The project was led by Professor Michael Johnson (Department of Medicine, Imperial College London), Dr Enrico Petretto (Senior Lecturer at Imperial’s Institute of Clinical Sciences and Associate Professor at Duke-NUS) and Dr Rafal Kaminski (UCB). Having developed an advanced computational framework to predict new drug targets, the investigators applied their approach to epilepsy as proof-of-concept. The team confirmed through a series of experiments that pharmacologically blocking the target – the microglial membrane receptor, Csf1R – resulted in anti-seizure effects.
Epilepsy is a highly debilitating brain disease for which there is a global unmet need. Approximately one in three epilepsy patients are resistant to all currently available anti-epileptic drugs, none of which are disease modifying or curative. Conventional drug development methods, particularly for diseases of the central nervous system, suffer from a high rate of attrition due to inadequate drug target validation in the early stages of discovery.
“The identification of drug targets is highly challenging, particularly for diseases of the brain,” Professor Johnson explains.

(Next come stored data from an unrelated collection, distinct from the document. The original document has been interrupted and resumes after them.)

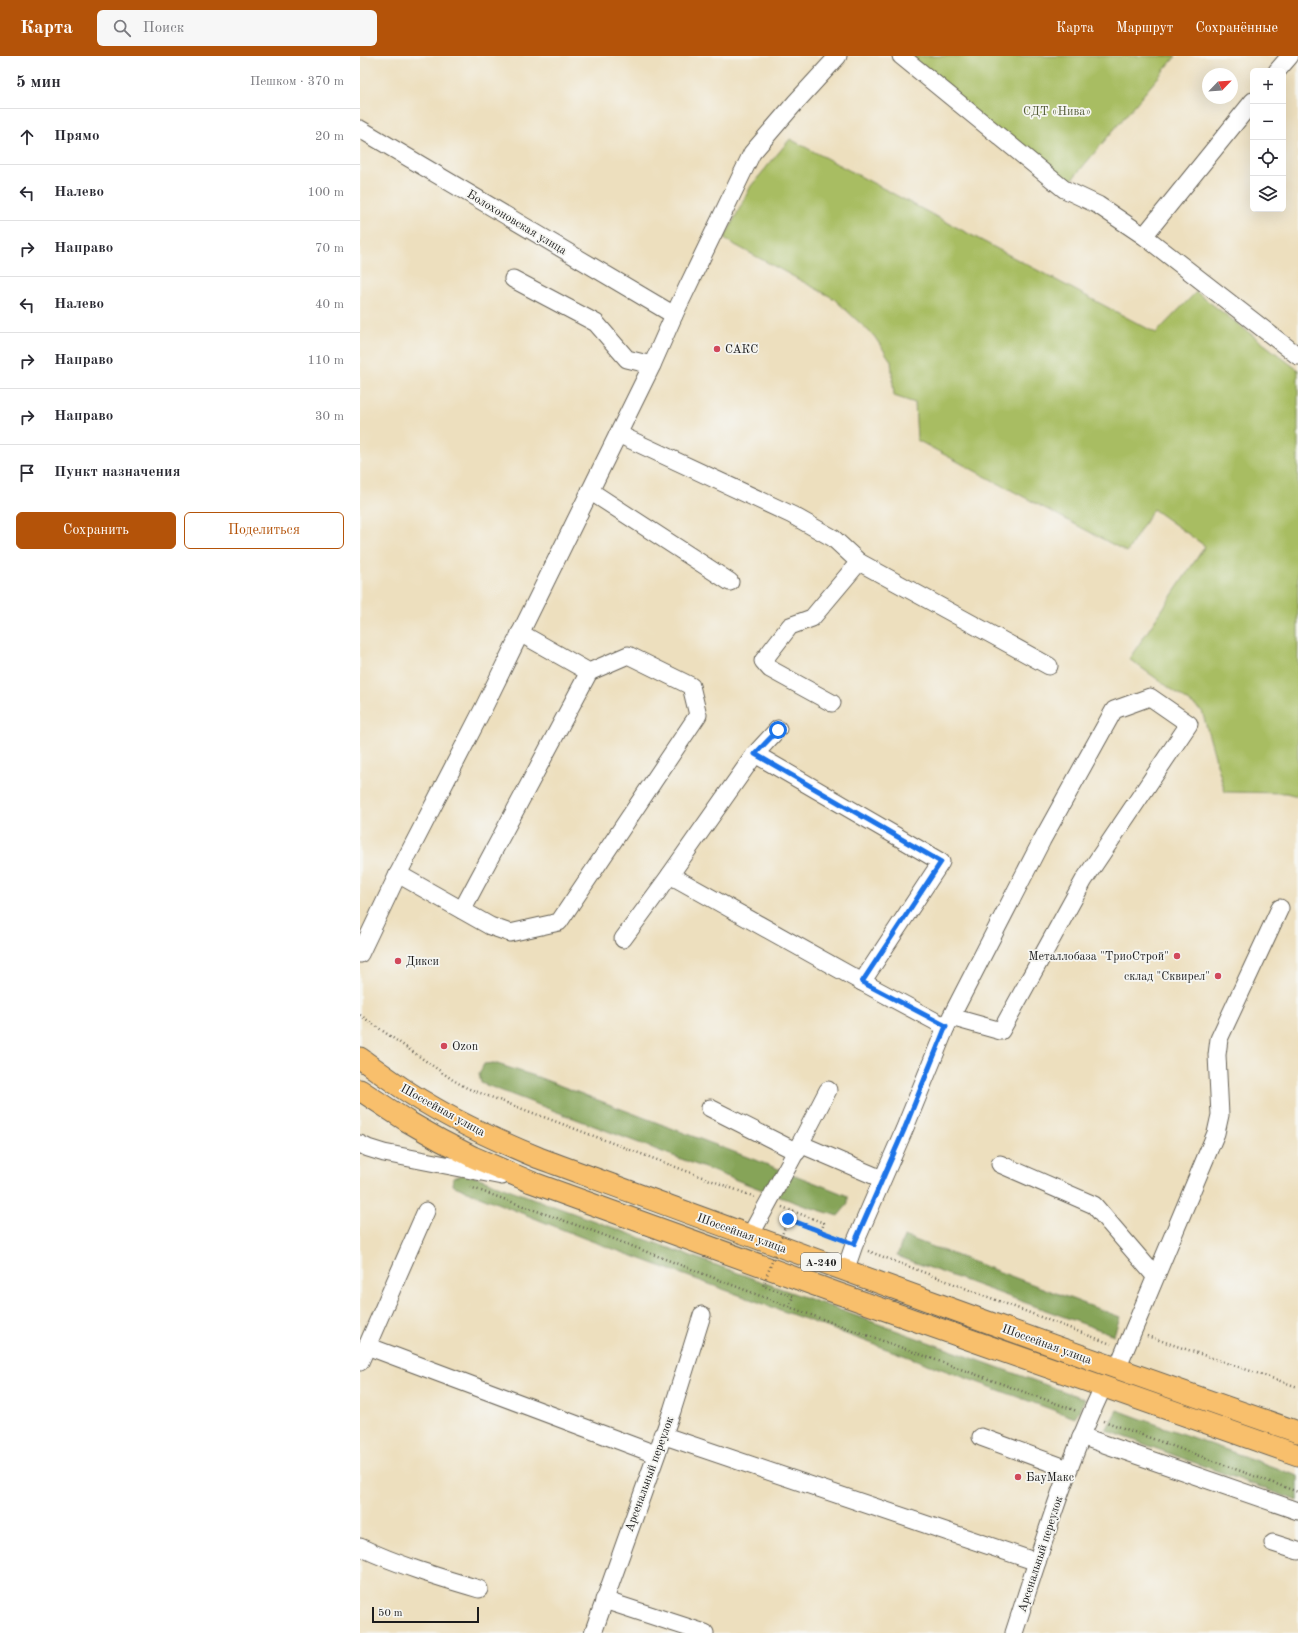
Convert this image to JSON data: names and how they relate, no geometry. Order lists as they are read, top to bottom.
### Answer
{
  "streets": {
    "main road": ["Шоссейная улица", "А-240"],
    "street": ["Болохоновская улица", "Арсенальный переулок"]
  },
  "crossings": [
    ["Шоссейная улица", "Арсенальный переулок"]
  ],
  "parks": ["СДТ «Нива»"],
  "places": [
    "САКС",
    "Металлобаза \"ТриоСтрой\"",
    "Дикси",
    "склад \"Сквирел\"",
    "Ozon",
    "БауМакс"
  ],
  "scale_bar": "50 m",
  "north": "top right",
  "page": {
    "header": "Карта",
    "search": "Поиск",
    "nav": ["Карта", "Маршрут", "Сохранённые"],
    "heading": ["5 мин", "Пешком · 370 m"],
    "map_buttons": ["+", "−"],
    "list": [
      ["Прямо", "20 m"],
      ["Налево", "100 m"],
      ["Направо", "70 m"],
      ["Налево", "40 m"],
      ["Направо", "110 m"],
      ["Направо", "30 m"],
      "Пункт назначения"
    ],
    "buttons": ["Сохранить", "Поделиться"],
    "scale": "50 m"
  }
}
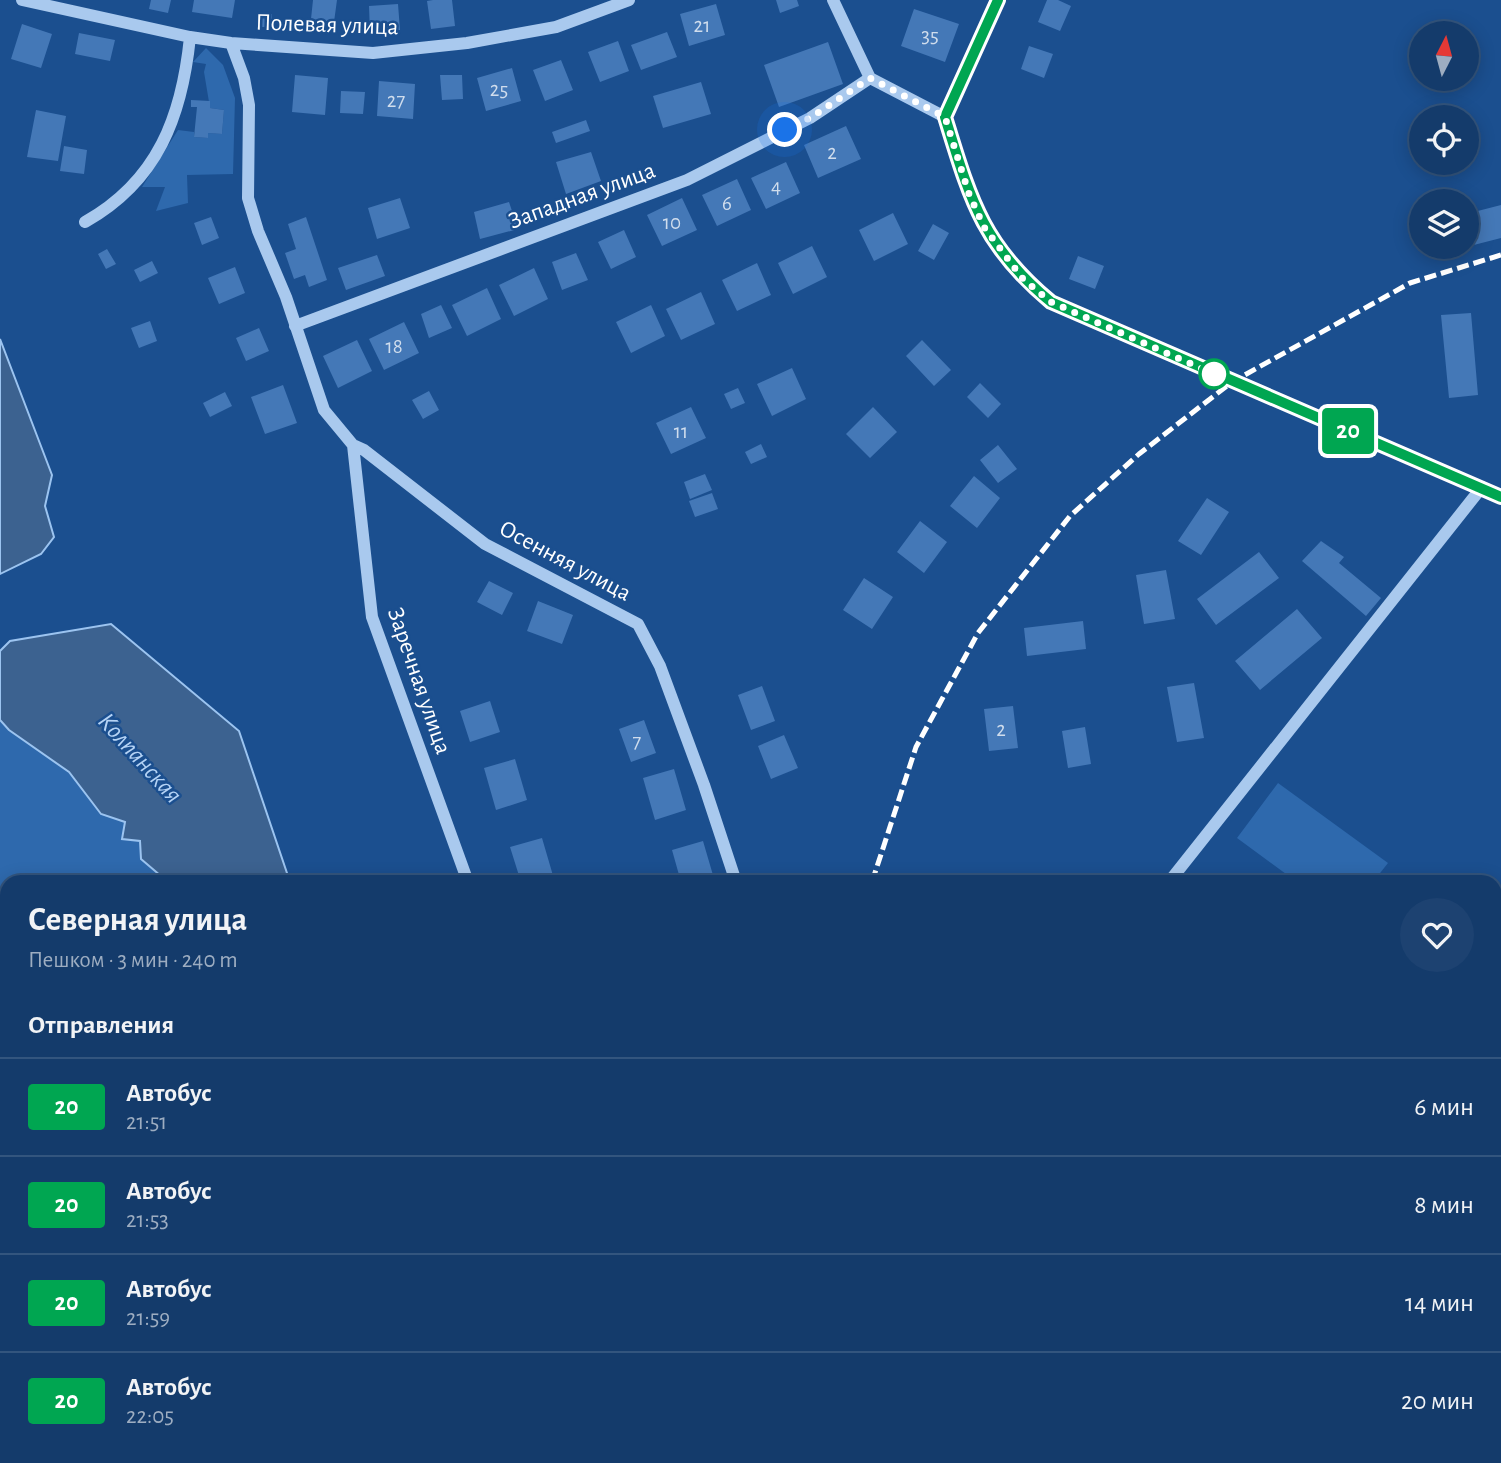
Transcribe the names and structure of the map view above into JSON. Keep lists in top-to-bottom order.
{
  "streets": {
    "street": [
      "Полевая улица",
      "Западная улица",
      "Осенняя улица",
      "Заречная улица"
    ]
  },
  "crossings": [
    ["Осенняя улица", "Заречная улица"]
  ],
  "water": ["Колпанская"],
  "lines": ["bus line 20"],
  "house_numbers": [
    "21",
    "35",
    "25",
    "27",
    "2",
    "4",
    "6",
    "10",
    "18",
    "11",
    "2",
    "7"
  ],
  "north": "top",
  "page": {
    "on_map": "20",
    "heading": [
      ["Северная улица", "Пешком · 3 мин · 240 m"],
      "Отправления"
    ],
    "list": [
      {
        "mark": "20",
        "name": "Автобус",
        "note": "21:51",
        "value": "6 мин"
      },
      {
        "mark": "20",
        "name": "Автобус",
        "note": "21:53",
        "value": "8 мин"
      },
      {
        "mark": "20",
        "name": "Автобус",
        "note": "21:59",
        "value": "14 мин"
      },
      {
        "mark": "20",
        "name": "Автобус",
        "note": "22:05",
        "value": "20 мин"
      }
    ]
  }
}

“With our approach, we discovered and validated a potential new anti-epileptic drug in less than two years. This international collaborative study is an example of a successful academia-industry partnership, resulting not only in the discovery of a new drug candidate, but also in an innovation with the promise to transform medicine and improve lives by speeding up the identification of new drug targets across the spectrum of human disease.”
A crafty approach
CRAFT draws on genomic ‘big data’ and applies a systems-level computational framework to drug target discovery that combines gene regulatory information with causal reasoning. Starting from gene expression data from the target tissue, CRAFT’s predictive framework identifies cell membrane receptors that play a regulatory role in disease-related gene expression. This enables researchers to understand the mechanism of action of a disease, and computationally predict the effectiveness of a potential drug target.
Dr Petretto comments: “In contrast with traditional drug discovery pipelines, CRAFT provides an efficient data-driven approach based on the Systems Genetics framework that permits identification of both networks of genes driving disease and their master control points in record time – a strategy that we implemented here for predicting membrane receptors as effective drug targets that can then be experimentally validated at the earliest stage of the drug discovery processes.”

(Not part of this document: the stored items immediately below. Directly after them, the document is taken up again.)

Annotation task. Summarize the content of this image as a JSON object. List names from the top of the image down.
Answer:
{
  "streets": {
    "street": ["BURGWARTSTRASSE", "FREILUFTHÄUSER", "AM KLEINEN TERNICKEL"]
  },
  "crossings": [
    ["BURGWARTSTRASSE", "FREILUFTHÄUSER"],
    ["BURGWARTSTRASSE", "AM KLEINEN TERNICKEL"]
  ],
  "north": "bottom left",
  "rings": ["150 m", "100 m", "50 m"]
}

CRAFT’s Systems Genetics approach replaces the traditional approach of examining only one component of a complex system at a time. Professor Johnson explains: “We first describe the disease in terms of its gene expression signature (i.e. a disease gene network), and then – using knowledge of how genes are controlled – CRAFT identifies membrane receptors predicted to exert a regulatory effect over the disease state.”
“We specifically chose to develop a method connecting disease states to druggable membrane receptors, because over half of existing drugs already target membrane receptors. As such, CRAFT allows the maximum opportunity for drug repurposing and rapid experimental medicine proofs of concept, as well as new drug development. In the case of epilepsy, this led to the identification of the microglial membrane receptor, Csf1R, as a potential new therapeutic target for epilepsy.”
“Our collaboration has paved a completely new way of drug discovery in epilepsy,” adds Dr Kaminski.
“We moved away from traditional drug screening approaches into computational identification of key disease drivers in order to match them with already existing drugs that have the desired mode of action. This new strategy has the potential to dramatically accelerate the drug development process and bring new treatments to patients much faster.”
This article has been republished from materials provided by Imperial College London. Note: material may have been edited for length and content. For further information, please contact the cited source.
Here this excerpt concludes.